How do I put parts of a distributed ZEO-based Plone into read-only mode?
When migrating a large distributed ZEO installation from one set of servers to another, or simply perform a Plone upgrade, placing parts of the site into read-only mode as they are moved from one server to another is very useful.
This guide is like http://plone.org/documentation/faq/plone-read-only-mode, only for distributed ZEO based Plone sites. It is assumed that as with most large Plone sites you have broken up your data storage into multiple ZODB FS files as http://plone.org/documentation/kb/mount-portal_catalog-in-separate-zodb describes and that you have a standard buildout based ZEO Plone installation in /usr/local/Plone/zeocluster. It is also assumed that you have already done an initial rsync of the ZODB FS files in order to transfer the bulk of the data - this is safe so long as you repeat the rsync after making the FS files read-only.
Unfortunately it isn't as easy as simply writing 'read-only true' into the top stanza of zeo.conf! Zope clients will try to repeatedly renegotiate the connection if they want write access and ZEO won't let them which appears to you as your site hanging itself - I personally would call this a bug in Zope actually, as at the very least it should timeout or do anything other than silently hang the site. But no matter, and I should add that current versions of Plone (v3.3) seem to need to write data to the root ZODB on startup anyway - otherwise it refuses to start properly.
Hence what we need to do is to make each of the mounted ZODBs read-only, but NOT the root ZODB (usually Data.fs).
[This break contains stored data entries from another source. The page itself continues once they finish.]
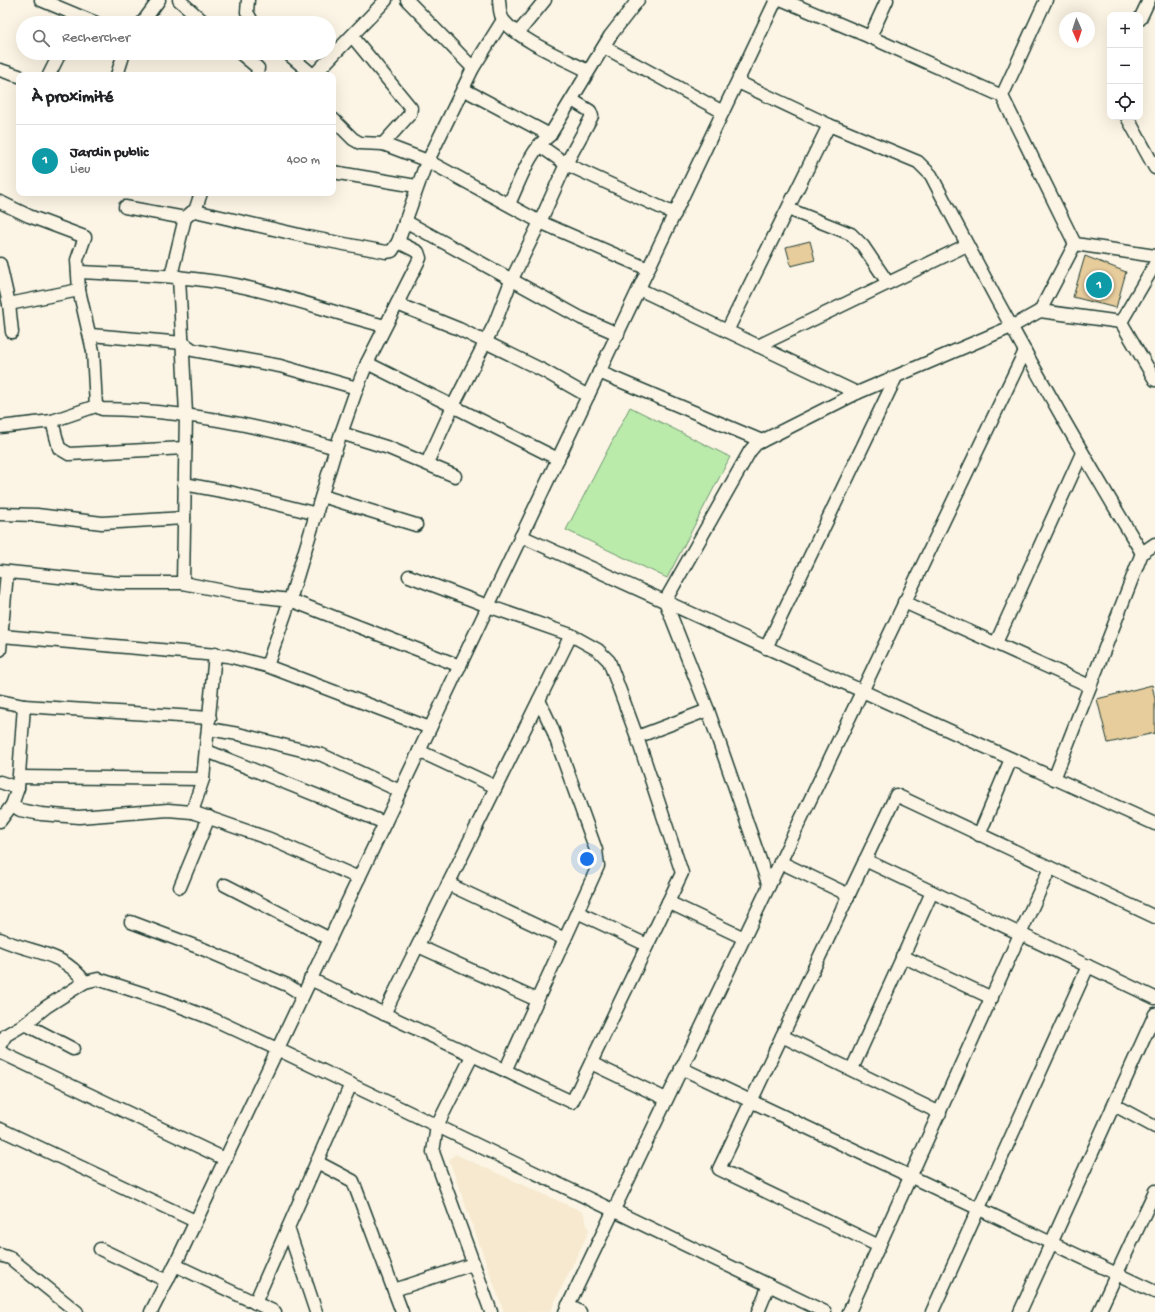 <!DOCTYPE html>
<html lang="fr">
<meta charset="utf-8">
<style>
:root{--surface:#fff;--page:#f2f2f2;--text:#202124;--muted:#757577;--line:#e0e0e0;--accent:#ea580c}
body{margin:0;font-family:"Gochi Hand",sans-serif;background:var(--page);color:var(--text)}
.controls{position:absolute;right:12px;top:12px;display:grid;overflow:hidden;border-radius:8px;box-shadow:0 4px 16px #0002}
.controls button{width:36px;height:36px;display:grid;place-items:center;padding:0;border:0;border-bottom:1px solid var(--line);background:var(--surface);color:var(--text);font:20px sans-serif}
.compass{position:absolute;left:1059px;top:12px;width:36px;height:36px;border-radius:50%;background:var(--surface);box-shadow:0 4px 16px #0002;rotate:177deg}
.you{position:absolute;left:587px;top:859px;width:14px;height:14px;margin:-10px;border:3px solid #fff;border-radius:50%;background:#1a73e8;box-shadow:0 0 0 6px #1a73e833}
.badge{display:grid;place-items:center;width:26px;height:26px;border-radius:50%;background:var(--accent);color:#fff;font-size:13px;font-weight:700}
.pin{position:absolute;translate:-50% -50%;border:2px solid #fff;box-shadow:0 1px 4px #0006}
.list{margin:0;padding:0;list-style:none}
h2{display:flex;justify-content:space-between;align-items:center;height:52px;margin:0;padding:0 16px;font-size:17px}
h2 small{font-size:13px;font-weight:400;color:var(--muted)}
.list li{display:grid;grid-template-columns:26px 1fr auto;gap:12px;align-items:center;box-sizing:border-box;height:72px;padding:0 16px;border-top:1px solid var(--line)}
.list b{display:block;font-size:15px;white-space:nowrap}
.list p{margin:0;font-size:13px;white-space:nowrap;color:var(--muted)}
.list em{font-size:13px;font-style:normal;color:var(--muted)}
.icon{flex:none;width:22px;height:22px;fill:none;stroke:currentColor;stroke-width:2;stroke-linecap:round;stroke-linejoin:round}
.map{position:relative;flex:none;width:1155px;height:1312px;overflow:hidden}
.search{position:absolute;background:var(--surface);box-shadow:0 4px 16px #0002;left:16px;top:16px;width:320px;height:44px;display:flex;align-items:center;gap:10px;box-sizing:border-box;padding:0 14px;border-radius:22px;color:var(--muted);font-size:15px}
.panel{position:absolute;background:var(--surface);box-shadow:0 4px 16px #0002;left:16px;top:72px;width:320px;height:124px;border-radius:8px}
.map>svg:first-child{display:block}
</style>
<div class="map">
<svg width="1155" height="1312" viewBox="0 0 1155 1312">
<rect width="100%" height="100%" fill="#fcf5e5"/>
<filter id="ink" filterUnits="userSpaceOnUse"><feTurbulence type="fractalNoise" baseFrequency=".025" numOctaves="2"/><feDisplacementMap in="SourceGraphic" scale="8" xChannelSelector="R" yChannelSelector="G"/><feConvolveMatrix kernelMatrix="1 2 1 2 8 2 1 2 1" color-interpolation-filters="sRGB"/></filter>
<g filter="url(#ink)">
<!-- built -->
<polygon fill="#f6e9cf" points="455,1154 583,1212 589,1231 550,1312 504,1312 449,1160"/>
<!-- green -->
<polygon fill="#bbebab" stroke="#6d9470" points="630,407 730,457 667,578 566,530"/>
<!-- building -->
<g fill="#e7cc9c" stroke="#1f3d34">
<polygon points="810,241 815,260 791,266 786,247"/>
<polygon points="1085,256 1126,272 1116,308 1073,297"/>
<polygon points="1152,685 1155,699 1155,733 1108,743 1097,699"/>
</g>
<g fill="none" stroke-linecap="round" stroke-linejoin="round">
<defs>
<g id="minor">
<polyline points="41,0 96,23"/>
<polyline points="179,0 205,23"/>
<polyline points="248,0 247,12 253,23"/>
<polyline points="407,0 473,68"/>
<path d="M499 0C500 7 499 15 504 21 519 40 565 59 588 71"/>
<polyline points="783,0 870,37 1002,96"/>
<polyline points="1046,0 1002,96 1075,244"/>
<polyline points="1140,19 1149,0"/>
<polyline points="142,23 159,0"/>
<polyline points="518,33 545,0"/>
<polyline points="352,36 411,108 410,114 383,144"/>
<polyline points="870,37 887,0"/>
<polyline points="604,47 723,112"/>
<polyline points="240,53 258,68 257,75"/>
<polyline points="287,53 313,75"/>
<polyline points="0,70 19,76"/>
<polyline points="49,75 60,53"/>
<polyline points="117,75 124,53"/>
<polyline points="314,75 386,0"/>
<path d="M738 82 829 125 918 162 931 175C997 304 1067 429 1142 553"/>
<polyline points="463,89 550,135"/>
<polyline points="1127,117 1155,168"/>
<polyline points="333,119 353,139 360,143 383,144 428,161 540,222 648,269"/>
<polyline points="539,145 566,164 675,214"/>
<polyline points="333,172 416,186"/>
<polyline points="0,202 29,216 85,237 77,260 79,290 93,351 96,406"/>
<path d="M509 204C520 181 529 151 550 135L610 36 638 0"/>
<polyline points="125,207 185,218"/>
<polyline points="788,209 851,234 863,246 888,283"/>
<polyline points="195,211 201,193"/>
<polyline points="405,221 581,318 618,334"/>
<polyline points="1075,244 1040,311 1121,322 1155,264"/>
<polyline points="1075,244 1155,256"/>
<polyline points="0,264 9,304 12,332"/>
<path d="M78 272C129 274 180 275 230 284 283 294 333 313 385 326"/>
<polyline points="171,276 185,218 192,212 195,211 308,237 386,252 392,251 398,242 424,169 473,68 503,20"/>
<polyline points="179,277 186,414 183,583"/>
<polyline points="639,289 857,393"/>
<polyline points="9,304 79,290"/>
<polyline points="397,304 459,329 544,371 588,396"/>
<polyline points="1121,322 1155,380"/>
<polyline points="727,331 829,125"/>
<polyline points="91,335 183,343 193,350 280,366 357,388"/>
<polyline points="758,346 967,245"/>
<polyline points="367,363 558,459"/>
<polyline points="599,372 762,441"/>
<polyline points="52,421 59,448 69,454 185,448"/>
<path d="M0 427 52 421 96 406 102 409C183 410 259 425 336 448"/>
<polyline points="341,433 389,448 455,476"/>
<polyline points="427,463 453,406 495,323 511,281 540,222 566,164 592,116 590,111 572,100"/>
<polyline points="184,484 233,493 317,514"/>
<polyline points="322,496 416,525"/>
<polyline points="0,514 37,515 102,523 184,518"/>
<polyline points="521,536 1155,824"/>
<polyline points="0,571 118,583 183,583 239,594 290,600 460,666"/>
<polyline points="904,602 1090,686"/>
<polyline points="2,636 228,656 267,666 430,728"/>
<polyline points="996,643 1082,453"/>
<polyline points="766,648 896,377"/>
<polyline points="0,650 7,573"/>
<polyline points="267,666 290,600 336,448 357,388 367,363 420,258 418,252 398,242"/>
<polyline points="0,701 24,706 210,718"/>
<polyline points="209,729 238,734 322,755 400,791"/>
<polyline points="637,737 708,710"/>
<polyline points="207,751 385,823"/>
<polyline points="419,751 496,787"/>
<polyline points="19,777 203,779"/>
<polyline points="1054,779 1142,553 1155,544"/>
<polyline points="0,782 18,788"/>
<polyline points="12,805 20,810 41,814 79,817 168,810 192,812 270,839 359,878"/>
<polyline points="192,812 203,779 215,654"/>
<polyline points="0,821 12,805 18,788 24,706"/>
<polyline points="979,835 1011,759"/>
<polyline points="865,860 1155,998"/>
<polyline points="780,862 849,895"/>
<polyline points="448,884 565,939"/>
<polyline points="225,885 330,939"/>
<polyline points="769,886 708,710 665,601 750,451 756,444 857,393 1011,327 1040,311"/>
<polyline points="180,887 209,817"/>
<polyline points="668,902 744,938"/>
<polyline points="577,912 647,945"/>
<polyline points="131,922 203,949 287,985 303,995"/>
<path d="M0 939C33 954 61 950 85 982"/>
<polyline points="418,946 537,1000"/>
<polyline points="902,956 992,998"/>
<polyline points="310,979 572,1102 682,873 637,737 609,661 598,650 571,635 488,606 409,576"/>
<polyline points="384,1014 571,635"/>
<polyline points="25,1024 73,1049"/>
<polyline points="782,1036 940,1113"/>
<polyline points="0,1045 6,1035 25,1024 46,1007 85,982 98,979 166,1001 213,1019 277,1049 825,1312"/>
<polyline points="0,1052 225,1159"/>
<polyline points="472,1056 437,1126 433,1152 491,1312"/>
<polyline points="591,1063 666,1099"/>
<polyline points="681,1068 1155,1292"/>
<polyline points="852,1069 932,892"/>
<polyline points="505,1071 598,866 596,850 552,728 539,700"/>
<polyline points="1114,1105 1155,1127"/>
<polyline points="0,1129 195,1221"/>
<polyline points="317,1162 353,1181 402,1312"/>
<polyline points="288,1228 316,1312"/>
<polyline points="879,1246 719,1169 896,795 1155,917"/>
<polyline points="100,1249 167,1281"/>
<polyline points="0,1255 10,1258 77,1312"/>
<polyline points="175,1265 275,1312"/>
<polyline points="394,1290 473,1264"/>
<polyline points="255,1303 351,1084"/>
<polyline points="568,1305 580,1312"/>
<polyline points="151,1312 175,1265 776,0"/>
<polyline points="565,1312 1025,351"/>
<polyline points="758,1312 769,1285"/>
<polyline points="849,1312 1050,868"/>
<polyline points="932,1312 1088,966"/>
<polyline points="1020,1312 1155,1014"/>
<polyline points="1099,1312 1155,1191"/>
</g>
</defs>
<!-- minor casing -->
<use href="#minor" stroke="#1f3d34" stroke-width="15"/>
<!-- minor -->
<use href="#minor" stroke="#fcf5e5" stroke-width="12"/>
</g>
</g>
</svg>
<div class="controls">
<button>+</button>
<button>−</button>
<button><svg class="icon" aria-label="locate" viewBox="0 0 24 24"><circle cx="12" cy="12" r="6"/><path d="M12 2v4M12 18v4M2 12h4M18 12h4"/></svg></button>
</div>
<svg class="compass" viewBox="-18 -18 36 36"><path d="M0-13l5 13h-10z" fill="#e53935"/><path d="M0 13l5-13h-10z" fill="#757577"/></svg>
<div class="you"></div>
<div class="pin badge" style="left:1099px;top:285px;background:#0f9aa8">1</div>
<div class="search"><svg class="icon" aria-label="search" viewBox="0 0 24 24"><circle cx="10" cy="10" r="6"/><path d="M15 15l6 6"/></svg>Rechercher</div>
<section class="panel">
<h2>À proximité<small></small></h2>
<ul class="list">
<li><span class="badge" style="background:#0f9aa8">1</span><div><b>Jardin public</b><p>Lieu</p></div><em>400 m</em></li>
</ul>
</section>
</div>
And because of that constant retry bug in Zope, you need to do the following for not just the ZEO server but also each and every Zope client too in order to prevent the clients retrying. In short, it's fairly painful, but currently there is no alternative (oh for proper buildout support!).
To make the ZEO server read-only, do cd /usr/local/Plone/zeocluster then do nano parts/zeoserver/etc/zeo.conf. For each <filestorage> OTHER than for path / (the root ZODB) do as follows:
<filestorage deepereconomics.org> path /usr/local/Plone/zeocluster/var/filestorage/deepereconomics.org.fs read-only true </filestorage>
Now for each client zope N, do nano parts/clientN/etc/zope.conf. For each <zeoclient> in its <zodb_db>, do:
<zodb_db deepereconomics.org>
<zeoclient>
server 127.0.0.1:8100
storage deepereconomics.org
name deepereconomics.org
var /usr/local/Plone/zeocluster/var/client1
read-only true
</zeoclient>
mount-point /deepereconomics.org
container-class OFS.Folder.Folder
</zodb_db>
If you're like me then you have a python script which munges buildout.cfg to automatically append the slightly customised zodb_db stanzas as zope-conf-additional's for each of the client definitions, so if you do then adding in the read-only to all clients at once is actually not too bad. Personally I'd love if the default Plone buildout did all this stuff for you, or at worst it defined variables which meant that I could avoid a specialised customisation of the var variable per client, but no matter.
Finally put your site into maintenance mode and take down ALL client zopes and the ZEO server - I run a varnish reverse proxy cache on the front that will continue serving cached data even when I take down the entire Zope cluster at once. Because of that constant retry bug one can't separately modify ZEO from the client zopes, so you have no choice: you must ensure the whole lot is down at once before restarting everything.
If you're really paranoid, you can also make the filestorage directory ZODB FS files read-only before restart - this snapshots the ZODBs at that point, but interestingly it does not on its own prevent writes as Zope initially writes into a temporary file and then merges the changes later (this is done to aid concurrency, as writing to any object relational database is inherently exclusive of all other operations as a consequence of OODB design). If you set unix permissions to read-only then ZEO simply doesn't merge the changes which may be useful or not to you.
Personally I find it aids my personal sense of security during the subsequent rsync as you can be absolutely guaranteed that the .fs file is coherent. Obviously I don't transfer the .fs.index or .fs.lock files, so the subsequent rsync should be very fast and deliver a coherent transfer.
I hope that this is useful to people - I hadn't found it anywhere else.